Younger Downtown Milwaukee Workers Will Ride The Rail
Tom Daykin at the Milwaukee Journal Sentinel catalogs the increase in downtown and East side housing developments attracting young workers, even those whose jobs are in the 'burbs.
It's an impressive list. The City and the market are betting on urbanity, even in a rough economy.
It
bodes well for entertainment and cultural destinations located there,
for the creative tension that produces new businesses and commerce, and
for the city's planned streetcar system, as younger professionals and residents are among
the very riders at whom urban rail is aimed.
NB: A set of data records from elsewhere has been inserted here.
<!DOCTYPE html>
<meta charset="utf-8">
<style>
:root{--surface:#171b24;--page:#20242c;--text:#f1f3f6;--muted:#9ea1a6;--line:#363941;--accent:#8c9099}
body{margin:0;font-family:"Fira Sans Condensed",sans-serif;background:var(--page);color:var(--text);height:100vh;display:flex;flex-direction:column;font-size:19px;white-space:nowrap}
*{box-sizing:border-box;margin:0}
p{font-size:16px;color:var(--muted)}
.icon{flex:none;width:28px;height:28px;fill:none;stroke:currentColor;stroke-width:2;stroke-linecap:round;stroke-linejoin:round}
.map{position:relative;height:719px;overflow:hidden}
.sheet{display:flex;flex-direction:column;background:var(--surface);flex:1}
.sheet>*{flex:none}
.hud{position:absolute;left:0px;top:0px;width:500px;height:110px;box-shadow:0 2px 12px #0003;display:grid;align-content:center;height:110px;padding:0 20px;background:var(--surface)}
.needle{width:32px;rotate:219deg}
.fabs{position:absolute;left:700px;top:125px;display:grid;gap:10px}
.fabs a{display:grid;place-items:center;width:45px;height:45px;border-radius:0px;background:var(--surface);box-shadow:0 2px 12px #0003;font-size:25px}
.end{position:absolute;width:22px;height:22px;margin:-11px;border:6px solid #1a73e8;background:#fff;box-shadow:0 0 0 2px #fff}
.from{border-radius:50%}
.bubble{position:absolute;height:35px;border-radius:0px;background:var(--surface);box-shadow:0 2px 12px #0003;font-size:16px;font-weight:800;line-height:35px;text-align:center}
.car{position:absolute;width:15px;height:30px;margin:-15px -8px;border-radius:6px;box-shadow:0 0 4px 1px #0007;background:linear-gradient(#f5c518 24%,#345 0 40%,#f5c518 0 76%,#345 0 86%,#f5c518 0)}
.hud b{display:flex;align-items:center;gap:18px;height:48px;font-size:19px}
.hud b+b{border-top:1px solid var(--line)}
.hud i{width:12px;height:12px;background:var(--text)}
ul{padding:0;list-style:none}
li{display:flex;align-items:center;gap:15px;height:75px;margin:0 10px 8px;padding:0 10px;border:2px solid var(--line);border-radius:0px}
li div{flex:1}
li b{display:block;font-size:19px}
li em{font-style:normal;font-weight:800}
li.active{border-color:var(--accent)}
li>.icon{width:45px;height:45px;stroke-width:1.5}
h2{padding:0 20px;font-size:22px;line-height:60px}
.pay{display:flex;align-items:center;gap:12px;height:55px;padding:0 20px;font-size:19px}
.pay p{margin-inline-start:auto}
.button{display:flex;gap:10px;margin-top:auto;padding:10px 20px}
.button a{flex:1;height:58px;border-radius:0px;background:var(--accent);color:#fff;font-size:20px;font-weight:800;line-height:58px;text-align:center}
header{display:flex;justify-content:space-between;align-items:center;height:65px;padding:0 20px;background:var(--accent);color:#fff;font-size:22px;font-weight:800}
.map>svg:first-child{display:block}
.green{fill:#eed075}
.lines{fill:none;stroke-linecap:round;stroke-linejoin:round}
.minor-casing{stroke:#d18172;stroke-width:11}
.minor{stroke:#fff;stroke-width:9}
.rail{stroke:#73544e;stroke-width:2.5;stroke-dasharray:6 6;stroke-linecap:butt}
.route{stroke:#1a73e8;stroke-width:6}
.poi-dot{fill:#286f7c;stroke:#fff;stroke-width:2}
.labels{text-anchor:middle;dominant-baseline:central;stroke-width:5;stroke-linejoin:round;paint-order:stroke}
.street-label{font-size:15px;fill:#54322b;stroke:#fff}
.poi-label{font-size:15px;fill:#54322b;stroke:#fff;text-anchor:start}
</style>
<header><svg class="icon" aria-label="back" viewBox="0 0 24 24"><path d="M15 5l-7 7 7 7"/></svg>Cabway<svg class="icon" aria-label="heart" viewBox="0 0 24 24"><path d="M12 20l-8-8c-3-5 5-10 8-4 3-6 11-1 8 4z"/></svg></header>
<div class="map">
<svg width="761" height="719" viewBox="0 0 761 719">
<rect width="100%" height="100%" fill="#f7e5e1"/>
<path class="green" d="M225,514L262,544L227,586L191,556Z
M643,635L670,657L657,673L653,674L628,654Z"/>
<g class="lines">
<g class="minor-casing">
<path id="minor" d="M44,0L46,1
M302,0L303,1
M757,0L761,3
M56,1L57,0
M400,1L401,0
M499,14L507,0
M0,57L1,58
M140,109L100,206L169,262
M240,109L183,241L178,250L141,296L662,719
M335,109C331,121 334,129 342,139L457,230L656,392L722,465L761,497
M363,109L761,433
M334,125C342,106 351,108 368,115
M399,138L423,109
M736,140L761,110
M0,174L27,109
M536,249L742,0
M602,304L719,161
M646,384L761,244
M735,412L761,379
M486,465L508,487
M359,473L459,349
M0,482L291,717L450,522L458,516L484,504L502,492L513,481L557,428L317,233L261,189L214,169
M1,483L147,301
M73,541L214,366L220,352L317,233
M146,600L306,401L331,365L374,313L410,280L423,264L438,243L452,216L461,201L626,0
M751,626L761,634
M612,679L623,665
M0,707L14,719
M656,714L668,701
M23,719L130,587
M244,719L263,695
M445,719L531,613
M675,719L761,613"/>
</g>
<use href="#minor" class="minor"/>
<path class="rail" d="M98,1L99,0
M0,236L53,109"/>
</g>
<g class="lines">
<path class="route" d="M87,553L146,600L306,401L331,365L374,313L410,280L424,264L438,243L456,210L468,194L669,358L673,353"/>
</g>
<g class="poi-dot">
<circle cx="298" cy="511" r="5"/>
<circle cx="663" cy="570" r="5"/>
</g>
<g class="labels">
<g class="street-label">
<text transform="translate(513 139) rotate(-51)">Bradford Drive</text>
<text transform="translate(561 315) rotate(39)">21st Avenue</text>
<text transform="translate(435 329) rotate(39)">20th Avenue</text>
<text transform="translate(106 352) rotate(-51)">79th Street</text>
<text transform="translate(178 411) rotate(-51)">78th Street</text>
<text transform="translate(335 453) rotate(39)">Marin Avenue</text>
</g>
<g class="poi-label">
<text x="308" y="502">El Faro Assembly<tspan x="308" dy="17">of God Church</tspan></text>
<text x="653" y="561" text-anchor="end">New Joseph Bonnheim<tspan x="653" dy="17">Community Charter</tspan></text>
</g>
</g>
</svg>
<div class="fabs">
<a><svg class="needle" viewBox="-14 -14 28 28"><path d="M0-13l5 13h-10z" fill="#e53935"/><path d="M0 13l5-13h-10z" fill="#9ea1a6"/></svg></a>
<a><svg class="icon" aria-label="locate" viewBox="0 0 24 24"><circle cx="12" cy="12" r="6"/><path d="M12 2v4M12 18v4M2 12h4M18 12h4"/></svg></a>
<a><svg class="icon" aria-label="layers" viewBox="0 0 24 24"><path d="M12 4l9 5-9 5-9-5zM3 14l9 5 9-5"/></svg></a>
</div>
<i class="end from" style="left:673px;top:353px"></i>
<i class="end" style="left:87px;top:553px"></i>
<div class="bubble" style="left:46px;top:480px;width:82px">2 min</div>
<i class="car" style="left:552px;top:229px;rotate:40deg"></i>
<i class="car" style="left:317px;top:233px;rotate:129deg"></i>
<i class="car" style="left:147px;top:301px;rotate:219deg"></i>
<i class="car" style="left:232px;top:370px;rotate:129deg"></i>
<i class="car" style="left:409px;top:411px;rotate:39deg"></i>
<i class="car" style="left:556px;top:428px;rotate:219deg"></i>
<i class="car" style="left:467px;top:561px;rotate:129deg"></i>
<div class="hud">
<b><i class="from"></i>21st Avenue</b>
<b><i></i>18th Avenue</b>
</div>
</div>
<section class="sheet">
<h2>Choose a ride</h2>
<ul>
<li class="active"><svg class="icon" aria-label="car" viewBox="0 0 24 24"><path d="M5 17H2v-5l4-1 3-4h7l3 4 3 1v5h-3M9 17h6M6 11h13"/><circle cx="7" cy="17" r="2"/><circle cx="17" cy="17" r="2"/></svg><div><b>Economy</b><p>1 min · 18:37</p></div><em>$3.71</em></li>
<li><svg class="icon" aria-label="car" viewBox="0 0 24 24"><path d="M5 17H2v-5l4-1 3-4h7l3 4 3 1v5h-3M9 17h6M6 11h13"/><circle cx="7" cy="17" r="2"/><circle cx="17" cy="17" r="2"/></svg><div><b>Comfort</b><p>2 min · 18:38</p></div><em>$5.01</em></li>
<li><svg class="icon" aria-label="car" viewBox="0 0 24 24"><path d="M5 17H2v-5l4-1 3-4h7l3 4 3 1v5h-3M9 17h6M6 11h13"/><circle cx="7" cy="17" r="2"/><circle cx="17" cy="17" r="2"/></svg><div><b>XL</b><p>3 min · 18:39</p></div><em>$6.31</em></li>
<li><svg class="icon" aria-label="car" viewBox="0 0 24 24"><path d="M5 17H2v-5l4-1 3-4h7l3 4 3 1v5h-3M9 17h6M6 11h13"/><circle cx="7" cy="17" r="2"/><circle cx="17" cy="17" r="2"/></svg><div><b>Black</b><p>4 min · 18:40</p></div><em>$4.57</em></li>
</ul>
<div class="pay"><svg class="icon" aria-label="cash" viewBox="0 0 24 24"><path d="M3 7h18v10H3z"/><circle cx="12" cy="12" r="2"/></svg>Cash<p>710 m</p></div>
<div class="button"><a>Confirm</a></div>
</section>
And it's why state and local transportation budgets should be focused on better transit services, rather than new highways to subdivision ghost towns with big lots and houses and mortgages and commutes that retires are abandoning and younger occupants are avoiding.
I remember
staffing a meeting of young urban professionals invited to City Hall by
a business organization during Mayor John Norquist's last term, so
probably in 2003.
Most of the attendees lived downtown,
by choice, and were Milwaukee-area natives who'd worked elsewhere, then
returned, by choice. In other words, the very cohort you want anchoring
the community, sticking around, having families, encouraging their
friends to move here.
Their Number One gripe, the thing they missed most about the places from which they had moved: "Where's the light rail?"
3 comments:
Just another gift to Wisconsin from Wisconsin Mfgrs and Commerce, the people who make it their business to protect their existing lines of businesses--from regulations and competition, that is. They've repeatedly sent the message that they could care less about innovation, new technologies or the future. So the buggy manufacturers, the hair tonic mixers, the corset makers, blacksmiths and ice block delivery companies can continue on. . . . making Wisconsin's economy strong.
I am a big fan of light rail, but my biggest complaint when looking for a place to live downtown was "Why haven't these old apartments and buildings been updated since around the turn of the previous century?" Cramped micro kitchens (with the original deep sinks) -- and no elevators? Of course, without rail, parking was also often an issue.
Where are the ghost towns? I'm looking to buy a house and really want to know.